It is our argument that being aware of the differences in thinking between the SET and BAD frameworks offers insight that can guide the design of interventions that are more likely to bridge the e-learning reality/rhetoric chasm. The following sections describe the development and adaptation of the Moodle Activity Viewer (MAV) at both CQUni and USQ as an example of what is possible when breaking BAD.

Breaking BAD and the development of MAV

The second author works for Learning and Teaching Services at CQUniversity (CQUni). In late 2012, he was working on a guide for teaching staff titled "How can I enhance my teaching practice?". In contributing to the "Designing effective course structure" section of this guide, the author asked a range of rhetorical questions including "How do you know which resources your students access the most, and the least?". Providing an answer to this question for the reader took more effort than expected. There are reports available in Moodle 2.2 (the version being used by CQUni at the time) that can be used to answer this question. However, they suffer from a number of limitations including: duplicated report names; unclear differences between reports; usage values include both staff and student activity; poor speed of generation; and, a tabular format. It was apparent that these limitations were acting as a barrier to reflection on course design. This was especially problematic, as the institution had placed increased emphasis on generating and responding to student feedback (CQUniversity, 2012). Annual course enhancement reports – introduced in 2010 – required teaching staff to respond to feedback from students and highlight enhancements to be made for the course’s next offering (CQUniversity, 2011). Information about activity and resource usage on the course Moodle site was seen by some to be useful in completing these reports. However, there was no apparent strategic or organisational imperative to address issues with the Moodle reports and it appeared likely that the aging version of Moodle (version 2.2) would persist for some time given other organisational priorities. As a stopgap solution the author and a colleague engaged in some bricolage and began writing SQL queries for the Moodle database and generating Excel spreadsheets. Whilst this approach provided more useful data, the spreadsheets were manually generated on request and the teaching staff had to bridge the conceptual gap between the information within the Excel spreadsheet and their Moodle course site.

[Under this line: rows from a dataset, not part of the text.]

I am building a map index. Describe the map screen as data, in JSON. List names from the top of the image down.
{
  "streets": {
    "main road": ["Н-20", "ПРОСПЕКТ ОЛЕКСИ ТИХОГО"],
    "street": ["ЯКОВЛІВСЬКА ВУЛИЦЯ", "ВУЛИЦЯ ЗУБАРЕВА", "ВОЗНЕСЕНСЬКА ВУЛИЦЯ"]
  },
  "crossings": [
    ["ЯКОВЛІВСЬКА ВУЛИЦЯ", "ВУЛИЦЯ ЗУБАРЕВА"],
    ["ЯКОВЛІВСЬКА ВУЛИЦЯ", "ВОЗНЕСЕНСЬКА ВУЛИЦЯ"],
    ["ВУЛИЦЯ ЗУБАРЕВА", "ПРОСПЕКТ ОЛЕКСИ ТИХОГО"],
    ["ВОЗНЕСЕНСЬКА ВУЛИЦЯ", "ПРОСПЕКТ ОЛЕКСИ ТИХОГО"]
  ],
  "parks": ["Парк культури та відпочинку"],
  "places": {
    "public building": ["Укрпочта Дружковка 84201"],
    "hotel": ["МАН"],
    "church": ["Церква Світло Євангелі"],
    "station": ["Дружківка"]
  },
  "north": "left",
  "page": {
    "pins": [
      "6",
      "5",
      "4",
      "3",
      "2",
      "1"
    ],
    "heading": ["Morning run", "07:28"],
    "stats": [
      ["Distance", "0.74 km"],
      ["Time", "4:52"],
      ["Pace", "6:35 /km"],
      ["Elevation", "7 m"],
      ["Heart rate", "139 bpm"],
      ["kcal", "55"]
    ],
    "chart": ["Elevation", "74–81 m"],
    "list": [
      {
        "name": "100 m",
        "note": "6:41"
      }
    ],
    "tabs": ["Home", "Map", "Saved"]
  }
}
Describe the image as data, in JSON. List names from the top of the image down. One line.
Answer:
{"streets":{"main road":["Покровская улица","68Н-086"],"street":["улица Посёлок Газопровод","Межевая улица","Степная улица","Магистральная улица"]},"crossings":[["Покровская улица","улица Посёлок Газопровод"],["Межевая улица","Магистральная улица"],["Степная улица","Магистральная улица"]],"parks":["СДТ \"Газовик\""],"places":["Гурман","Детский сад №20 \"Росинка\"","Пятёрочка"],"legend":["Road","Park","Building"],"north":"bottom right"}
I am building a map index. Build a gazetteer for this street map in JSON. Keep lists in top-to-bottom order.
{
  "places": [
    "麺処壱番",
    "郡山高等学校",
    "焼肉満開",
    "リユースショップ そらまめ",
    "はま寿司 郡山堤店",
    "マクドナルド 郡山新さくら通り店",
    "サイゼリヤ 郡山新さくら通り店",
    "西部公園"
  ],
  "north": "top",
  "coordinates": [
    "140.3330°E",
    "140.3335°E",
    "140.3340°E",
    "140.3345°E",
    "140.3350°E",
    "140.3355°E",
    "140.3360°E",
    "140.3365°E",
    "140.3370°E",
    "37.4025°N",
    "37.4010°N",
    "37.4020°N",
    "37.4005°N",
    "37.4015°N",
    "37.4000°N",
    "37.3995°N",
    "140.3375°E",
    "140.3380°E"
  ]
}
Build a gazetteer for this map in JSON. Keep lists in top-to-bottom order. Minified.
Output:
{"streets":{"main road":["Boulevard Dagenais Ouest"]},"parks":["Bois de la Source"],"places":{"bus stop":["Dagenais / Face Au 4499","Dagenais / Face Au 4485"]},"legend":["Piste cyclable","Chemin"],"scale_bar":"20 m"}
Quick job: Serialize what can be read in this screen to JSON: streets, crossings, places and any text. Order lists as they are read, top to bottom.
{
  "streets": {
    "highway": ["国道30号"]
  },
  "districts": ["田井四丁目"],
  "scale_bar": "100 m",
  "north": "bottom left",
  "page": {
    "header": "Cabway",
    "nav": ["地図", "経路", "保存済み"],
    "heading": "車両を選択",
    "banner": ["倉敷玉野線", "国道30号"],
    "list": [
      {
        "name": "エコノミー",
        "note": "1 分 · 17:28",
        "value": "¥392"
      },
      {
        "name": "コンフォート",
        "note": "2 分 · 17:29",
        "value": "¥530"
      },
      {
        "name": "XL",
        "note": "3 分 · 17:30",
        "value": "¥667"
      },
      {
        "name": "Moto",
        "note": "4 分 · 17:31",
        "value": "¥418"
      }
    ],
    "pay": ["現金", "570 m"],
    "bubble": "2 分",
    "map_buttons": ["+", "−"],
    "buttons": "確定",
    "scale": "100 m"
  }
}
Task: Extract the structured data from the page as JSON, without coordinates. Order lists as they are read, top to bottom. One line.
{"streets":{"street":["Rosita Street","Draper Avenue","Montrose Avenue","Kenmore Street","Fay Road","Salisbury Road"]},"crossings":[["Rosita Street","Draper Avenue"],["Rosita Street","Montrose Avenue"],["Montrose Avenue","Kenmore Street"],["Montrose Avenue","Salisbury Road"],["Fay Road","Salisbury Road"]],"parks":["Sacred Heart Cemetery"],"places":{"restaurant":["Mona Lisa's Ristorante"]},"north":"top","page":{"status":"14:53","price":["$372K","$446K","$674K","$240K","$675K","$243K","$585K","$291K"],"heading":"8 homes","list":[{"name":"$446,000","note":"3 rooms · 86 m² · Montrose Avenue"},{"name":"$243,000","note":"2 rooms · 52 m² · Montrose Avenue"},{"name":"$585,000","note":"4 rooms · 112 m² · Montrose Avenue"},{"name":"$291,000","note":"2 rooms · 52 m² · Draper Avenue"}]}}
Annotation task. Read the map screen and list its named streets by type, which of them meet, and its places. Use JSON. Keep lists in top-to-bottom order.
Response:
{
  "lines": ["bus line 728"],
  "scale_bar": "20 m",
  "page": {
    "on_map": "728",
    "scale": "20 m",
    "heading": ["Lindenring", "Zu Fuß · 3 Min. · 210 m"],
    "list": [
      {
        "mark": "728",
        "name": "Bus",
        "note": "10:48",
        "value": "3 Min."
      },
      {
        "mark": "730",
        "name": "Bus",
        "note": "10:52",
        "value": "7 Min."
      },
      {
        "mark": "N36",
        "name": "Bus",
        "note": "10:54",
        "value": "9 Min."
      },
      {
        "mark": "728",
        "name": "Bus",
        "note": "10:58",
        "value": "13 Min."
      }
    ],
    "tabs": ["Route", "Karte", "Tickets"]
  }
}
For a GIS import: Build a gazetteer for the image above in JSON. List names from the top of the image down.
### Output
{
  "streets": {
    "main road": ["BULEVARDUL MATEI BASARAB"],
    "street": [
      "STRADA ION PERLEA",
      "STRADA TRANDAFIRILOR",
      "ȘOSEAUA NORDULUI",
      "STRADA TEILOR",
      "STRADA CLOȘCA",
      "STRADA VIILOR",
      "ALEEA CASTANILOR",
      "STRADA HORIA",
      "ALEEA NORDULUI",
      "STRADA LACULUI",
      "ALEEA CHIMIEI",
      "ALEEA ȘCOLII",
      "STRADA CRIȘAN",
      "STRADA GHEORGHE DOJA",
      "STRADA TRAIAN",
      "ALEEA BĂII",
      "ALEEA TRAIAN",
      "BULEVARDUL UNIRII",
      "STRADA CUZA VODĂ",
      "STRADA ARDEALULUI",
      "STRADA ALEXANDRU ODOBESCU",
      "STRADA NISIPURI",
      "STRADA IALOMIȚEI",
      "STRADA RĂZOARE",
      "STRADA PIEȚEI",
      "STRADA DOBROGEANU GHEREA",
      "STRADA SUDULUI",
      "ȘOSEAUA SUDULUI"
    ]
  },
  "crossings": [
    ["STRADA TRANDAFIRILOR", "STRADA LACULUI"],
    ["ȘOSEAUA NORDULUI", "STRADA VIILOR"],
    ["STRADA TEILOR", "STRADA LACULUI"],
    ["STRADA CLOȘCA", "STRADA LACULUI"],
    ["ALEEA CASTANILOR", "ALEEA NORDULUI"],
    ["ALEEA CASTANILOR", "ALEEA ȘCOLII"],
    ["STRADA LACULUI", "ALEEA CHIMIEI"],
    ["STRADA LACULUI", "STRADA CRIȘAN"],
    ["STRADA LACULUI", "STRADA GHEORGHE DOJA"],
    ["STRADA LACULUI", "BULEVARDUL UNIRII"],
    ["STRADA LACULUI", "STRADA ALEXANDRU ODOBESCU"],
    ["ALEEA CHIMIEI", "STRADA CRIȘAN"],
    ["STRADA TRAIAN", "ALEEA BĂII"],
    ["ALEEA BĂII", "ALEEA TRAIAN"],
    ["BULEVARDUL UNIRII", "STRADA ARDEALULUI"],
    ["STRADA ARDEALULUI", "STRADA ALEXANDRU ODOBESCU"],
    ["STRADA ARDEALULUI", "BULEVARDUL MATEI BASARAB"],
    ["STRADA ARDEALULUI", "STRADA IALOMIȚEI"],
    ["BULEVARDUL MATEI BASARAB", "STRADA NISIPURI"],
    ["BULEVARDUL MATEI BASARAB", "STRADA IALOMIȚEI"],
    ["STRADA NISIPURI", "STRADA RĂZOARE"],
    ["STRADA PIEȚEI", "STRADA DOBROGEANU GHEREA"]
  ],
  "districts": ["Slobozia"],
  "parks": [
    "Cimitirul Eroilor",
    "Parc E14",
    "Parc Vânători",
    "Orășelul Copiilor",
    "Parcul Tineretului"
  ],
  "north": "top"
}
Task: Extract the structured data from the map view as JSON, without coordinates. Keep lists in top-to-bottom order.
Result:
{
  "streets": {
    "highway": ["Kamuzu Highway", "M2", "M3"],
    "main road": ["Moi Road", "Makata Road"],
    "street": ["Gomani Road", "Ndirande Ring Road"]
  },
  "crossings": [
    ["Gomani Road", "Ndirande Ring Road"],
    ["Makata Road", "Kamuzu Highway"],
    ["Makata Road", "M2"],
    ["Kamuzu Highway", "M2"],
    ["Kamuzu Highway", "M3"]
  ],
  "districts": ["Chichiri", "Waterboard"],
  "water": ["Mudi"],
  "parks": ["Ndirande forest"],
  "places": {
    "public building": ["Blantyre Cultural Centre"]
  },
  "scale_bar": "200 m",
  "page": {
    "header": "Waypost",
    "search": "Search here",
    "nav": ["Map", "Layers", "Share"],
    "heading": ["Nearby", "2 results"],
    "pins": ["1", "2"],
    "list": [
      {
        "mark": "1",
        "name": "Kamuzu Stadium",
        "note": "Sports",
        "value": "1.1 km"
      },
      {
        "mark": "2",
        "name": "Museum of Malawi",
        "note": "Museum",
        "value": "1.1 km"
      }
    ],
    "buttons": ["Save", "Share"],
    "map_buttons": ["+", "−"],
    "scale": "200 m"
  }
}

In the months following, the author started thinking about a better approach. While CQUni had implemented a range of customisations to the institution’s Moodle instance, substantial changes required a clear understanding of the final requirements, alignment with strategic imperatives, and support of the senior management. At this stage of the process it was not overly clear what the final requirements of a solution would be, hence more experimentation was required to better understand the problem and possible solutions, prior to making the case for modifying Moodle.  While the author did not have the ability to change the institution’s version of Moodle itself, he did have access to: a copy of the Moodle database; access to a server computer; and software development abilities. Any bridging of this particular gap would need to draw on available resources (bricolage) and not disturb or impact critical high-availability services such as Moodle. Given uncertainty about what functionality might best enable reflection on course design any potential solution would also need to enable a significant level of agility and experimentation (bricolage).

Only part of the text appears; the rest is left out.